I agree, no one wants to suffer needlessly, and when an endeavor doesn't bring us enough pleasure anymore, we quit. But in tango I am proactive. Not only I expect pleasure, I generate it, for myself, and for others. So, in order to go on, I have to maintain and increase the ratio. The more I practice, the better I get at it, the more the pleasure. And, in itself, it is an exhilarating process.
I agree again that it is not gender specific.
I hope you always invite obese people to dance, and many times during each milonga. I do once a milonga if they ask themselves.
Usually, they just sit hour after hour everywhere I go. It seems you admire them at a distance without actually inviting them.
Your condescension saddens me, even tho you are only a troll....
That is some picture of a distorted reality. I wish there were places where obese people actually went to tango classes and milongas. In fact, the closest I have seen to that were individuals only slightly overweight by medical standards.
I loved your previous message Lilly_of_the_valley ( I am sorry I am not allowed yet to quote you directly through the site..)But saying: "The more I practice, the better I get at it, the more the pleasure. And, in itself, it is an exhilarating process." it is motivating and inspiring and it comes to show that we should be able to dance with ourselves and within ourselves before we can actually connect to somebody else..! Therefore it might not be the other person's fault..!
A rather hopeful answer to the meanness above..get to know, understand and possibly love yourself first then you can truly connect to and understand others better..!
Enjoy the process of practising, of dancing, of changing, of becoming more you and then you will have the opportunity to share that with others and see maybe the milonga through their eyes as well!
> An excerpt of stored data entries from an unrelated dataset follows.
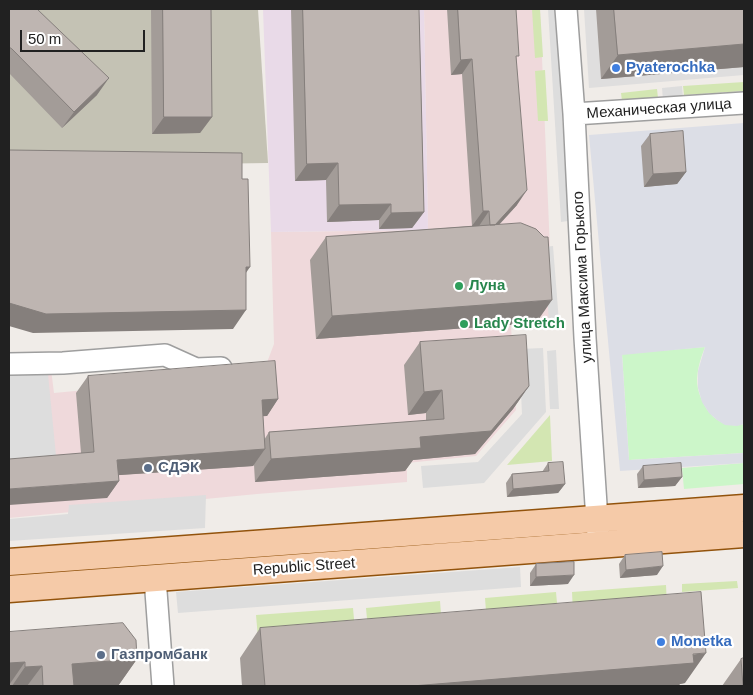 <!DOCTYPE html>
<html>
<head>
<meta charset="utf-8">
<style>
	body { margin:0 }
	#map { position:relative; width:753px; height:695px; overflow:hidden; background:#f0ece8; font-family:Helvetica,sans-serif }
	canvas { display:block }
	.frame { position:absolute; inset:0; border:10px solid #212121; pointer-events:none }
	.scale { position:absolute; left:20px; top:30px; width:125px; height:22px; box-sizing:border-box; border:2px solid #212121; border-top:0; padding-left:6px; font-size:15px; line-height:18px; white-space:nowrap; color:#212121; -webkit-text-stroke:4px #fff; paint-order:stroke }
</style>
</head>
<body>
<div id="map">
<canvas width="753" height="695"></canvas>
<div class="frame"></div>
<div class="scale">50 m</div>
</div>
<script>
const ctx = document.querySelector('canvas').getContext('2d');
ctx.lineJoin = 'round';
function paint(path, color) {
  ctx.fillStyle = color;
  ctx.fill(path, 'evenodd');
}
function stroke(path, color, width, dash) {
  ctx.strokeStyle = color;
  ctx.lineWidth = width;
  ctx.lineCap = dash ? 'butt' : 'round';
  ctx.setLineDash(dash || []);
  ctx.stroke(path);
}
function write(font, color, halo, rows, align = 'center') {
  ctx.font = font + ' Helvetica,sans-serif';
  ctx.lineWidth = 4.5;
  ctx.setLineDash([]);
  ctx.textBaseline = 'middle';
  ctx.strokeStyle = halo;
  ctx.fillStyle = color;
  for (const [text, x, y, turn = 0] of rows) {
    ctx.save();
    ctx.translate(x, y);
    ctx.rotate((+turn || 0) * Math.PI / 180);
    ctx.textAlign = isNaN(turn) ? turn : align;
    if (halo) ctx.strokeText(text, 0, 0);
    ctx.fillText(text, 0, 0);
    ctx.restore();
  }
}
const residential = new Path2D(`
	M584 9H744V75L589 88Z`);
const commercial = new Path2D(`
	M424 9H540L553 323 511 326 516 410 476 456 407 463V482L257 494 9 518V371L51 369 54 393 263 373 274 344 271 232 428 230Z`);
const industrial = new Path2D(`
	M263 9H424L428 230 271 232Z`);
const construction = new Path2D(`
	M9 9H258L268 163 9 167Z`);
const grass = new Path2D(`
	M532 9H540L543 57 535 58Z
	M545 70 548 121H538L535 71Z
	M744 82V91L684 95 683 86Z
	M657 89 658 98 622 101 621 93Z
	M550 415 552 461 507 465Z
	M737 581 738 588 682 592V584Z
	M666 585 667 607 573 613 572 592Z
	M556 592 558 614 486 611 485 598Z
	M440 601 441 614 368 630 366 608Z
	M353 608 355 630 258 638 256 615Z`);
const park = new Path2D(`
	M705 347C700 360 695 375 698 389 704 412 720 430 744 424V453L629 460 622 354Z
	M744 463V484L684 489 682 468Z`);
const parking = new Path2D(`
	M548 9H556L568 221 561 222Z
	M682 86 683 99 663 100 662 88Z
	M553 246 559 322 549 323 544 247Z
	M543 348 546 412 484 483 423 488 421 466 478 462 522 414 519 349Z
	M556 350 559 409H550L547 351Z
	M48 374 57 466 9 469V375Z
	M206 495 205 528 9 541V519L68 514 69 505Z
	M520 567 521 587 178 613 176 592Z`);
const plaza = new Path2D(`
	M744 123V424L737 426 725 425 717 420 709 413 702 402 698 388V371L705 347 622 355 629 460 744 453V463L620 471 589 135Z`);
const minor = new Path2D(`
	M566 9 574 114 585 338 598 535
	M574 114 744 103
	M9 364 63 363 165 355 196 369 221 368
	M155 578 163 686`);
const major = new Path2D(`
	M9 562 744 508
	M9 589 744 534`);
const wall = new Path2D(`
	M9 9 97 95 62 128 9 73Z
	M151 9H211L212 117 200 133 152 134Z
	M291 9H419L424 212 412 228 379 229V220L327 222 326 180 295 181Z
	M447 9H516L517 205 499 225 536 323 316 339 310 260 326 237 472 226 462 74 451 75Z
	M596 9H744V67L601 79Z
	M650 134 686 172 677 184 644 187 641 146Z
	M420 342 529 386 513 409 475 454 413 460 405 471 255 482 254 465 253 466 118 475 119 481 107 498 81 453 76 393 88 376 278 399 267 416H263L264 440 269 432 426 421V413L408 415 404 365Z
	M548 463 565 484 558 493 507 497 506 483 512 474 542 472Z
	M643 466 682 477 675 486 638 488 637 474Z
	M625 555 657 575 620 578 619 564Z
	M536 564 568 584 530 586V573Z
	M260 628 685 683 680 684 678 686H242L240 658Z
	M9 632 137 659 118 686H9Z
	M741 659 744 686H722Z`);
const shadedWall = new Path2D(`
	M744 44V67L601 79 618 55Z
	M472 59 462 74 451 75 461 60Z
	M109 78 97 95 62 128 74 112Z
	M164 117H212L200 133 152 134Z
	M338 163 326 180 295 181 307 164Z
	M686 172 677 184 644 187 653 174Z
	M527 190 517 205 480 245 490 230Z
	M391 204 379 220 327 222 339 205Z
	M483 211H489L479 226H472Z
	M424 212 412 228 379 229 391 213Z
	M246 267H250L237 286Z
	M552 300 536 323 316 339 332 316Z
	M9 303 246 310 233 329 33 333 9 326Z
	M529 386 513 409 475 454 413 460 405 471 255 482 271 459 420 437Z
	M442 390 426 413 408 415 424 392Z
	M278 399 267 416 250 417 262 400Z
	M265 449 253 466 106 476 117 460Z
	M682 477 675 486 638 488 644 480Z
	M119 481 107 498 9 505V489Z
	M565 484 558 493 507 497 513 489Z
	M663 566 657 575 620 578 626 570Z
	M574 575 568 584 530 586 536 577Z
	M706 653 685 683 680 684 678 686H412Z
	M137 659 118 686H56L72 664Z
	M25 662 9 685V663Z
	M42 666 27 686H12L25 667Z`);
const building = new Path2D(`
	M9 9H37L109 78 74 112 12 49 9 47Z
	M163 9H211L212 117H164Z
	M303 9H419L424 212 391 213V204L339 205 338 163 307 164Z
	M458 9H516L519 56H516L527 190 495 225H490L489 211H483L472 59 461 60Z
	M614 9H744V44L618 55Z
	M683 131 686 172 653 174 650 134Z
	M9 150 242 153V179H248L250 267H246V310L46 314 9 303Z
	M521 223 536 229 544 237H548L552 300 332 316 326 237Z
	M526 335 529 386 491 431 420 437 421 448 271 459 269 432 444 419 442 390 424 392 420 342Z
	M275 361 278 399 262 400 265 449 117 460 119 481 9 489V459L94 452 88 376Z
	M563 462 565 484 513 489 512 474 549 471 548 463Z
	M681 463 682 477 644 480 643 466Z
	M662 552 663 566 626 570 625 555Z
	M574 562V575L536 577V564Z
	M701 592 706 653 693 654 694 663 412 686H265L260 628Z
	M123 623 136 640 137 659 72 664 74 686H43L42 666 25 667V662L9 663V632Z
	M744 658V686H743L741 659Z`);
const markers = [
	[616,68,5,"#3f7fe0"],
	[459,286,5,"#2e9e5b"],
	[464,324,5,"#2e9e5b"],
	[148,468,5,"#5c6f8a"],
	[661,642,5,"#3f7fe0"],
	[101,655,5,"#5c6f8a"]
];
const shopNames = [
	["Pyaterochka",626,68],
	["Monetka",671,642]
];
const streetNames = [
	["Механическая улица",659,109,-4],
	["улица Максима Горького",583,277,-93],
	["Republic Street",304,567,-4]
];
const leisureNames = [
	["Луна",469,286],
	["Lady Stretch",474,324]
];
const serviceNames = [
	["СДЭК",158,468],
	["Газпромбанк",111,655]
];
paint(residential, '#dfdede');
paint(commercial, '#efd9db');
paint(industrial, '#e9dae8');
paint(construction, '#c4c2b4');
paint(grass, '#d3e6b2');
paint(park, '#ccf6c9');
paint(parking, '#ddd');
paint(plaza, '#dcdee6');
stroke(minor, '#9e9e9e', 24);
stroke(major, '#92530c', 29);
stroke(minor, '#fff', 21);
stroke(major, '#f5caa8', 26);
paint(wall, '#a39c98');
paint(shadedWall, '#857f7c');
paint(building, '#beb5b1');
stroke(building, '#857f7c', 1);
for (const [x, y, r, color] of markers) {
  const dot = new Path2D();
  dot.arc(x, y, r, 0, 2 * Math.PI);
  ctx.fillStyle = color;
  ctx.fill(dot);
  stroke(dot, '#fff', 2);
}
write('bold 15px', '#366cbe', '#fff', shopNames, 'left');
write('15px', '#212121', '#fff', streetNames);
write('bold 15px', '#27864d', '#fff', leisureNames, 'left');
write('bold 15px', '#4e5e75', '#fff', serviceNames, 'left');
</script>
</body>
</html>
I've only been dancing AT for six months, but so far I have not discerned any reliable correlation between a follower's weight, age, or perceived attractiveness and the pleasure of the dance.
I also want to say that I think Graciela Gonzalez is really hot. Not that I want to objectify her, but she was used in a comparison as if it were a foregone conclusion that the other follower was objectively prettier. Attractiveness is individual.
Here you go:
Graciela is straight - but he's overweight, isn't he?
Do you think she appreciates milonguero bellies?
Sure, I like to call mine a tango pillow.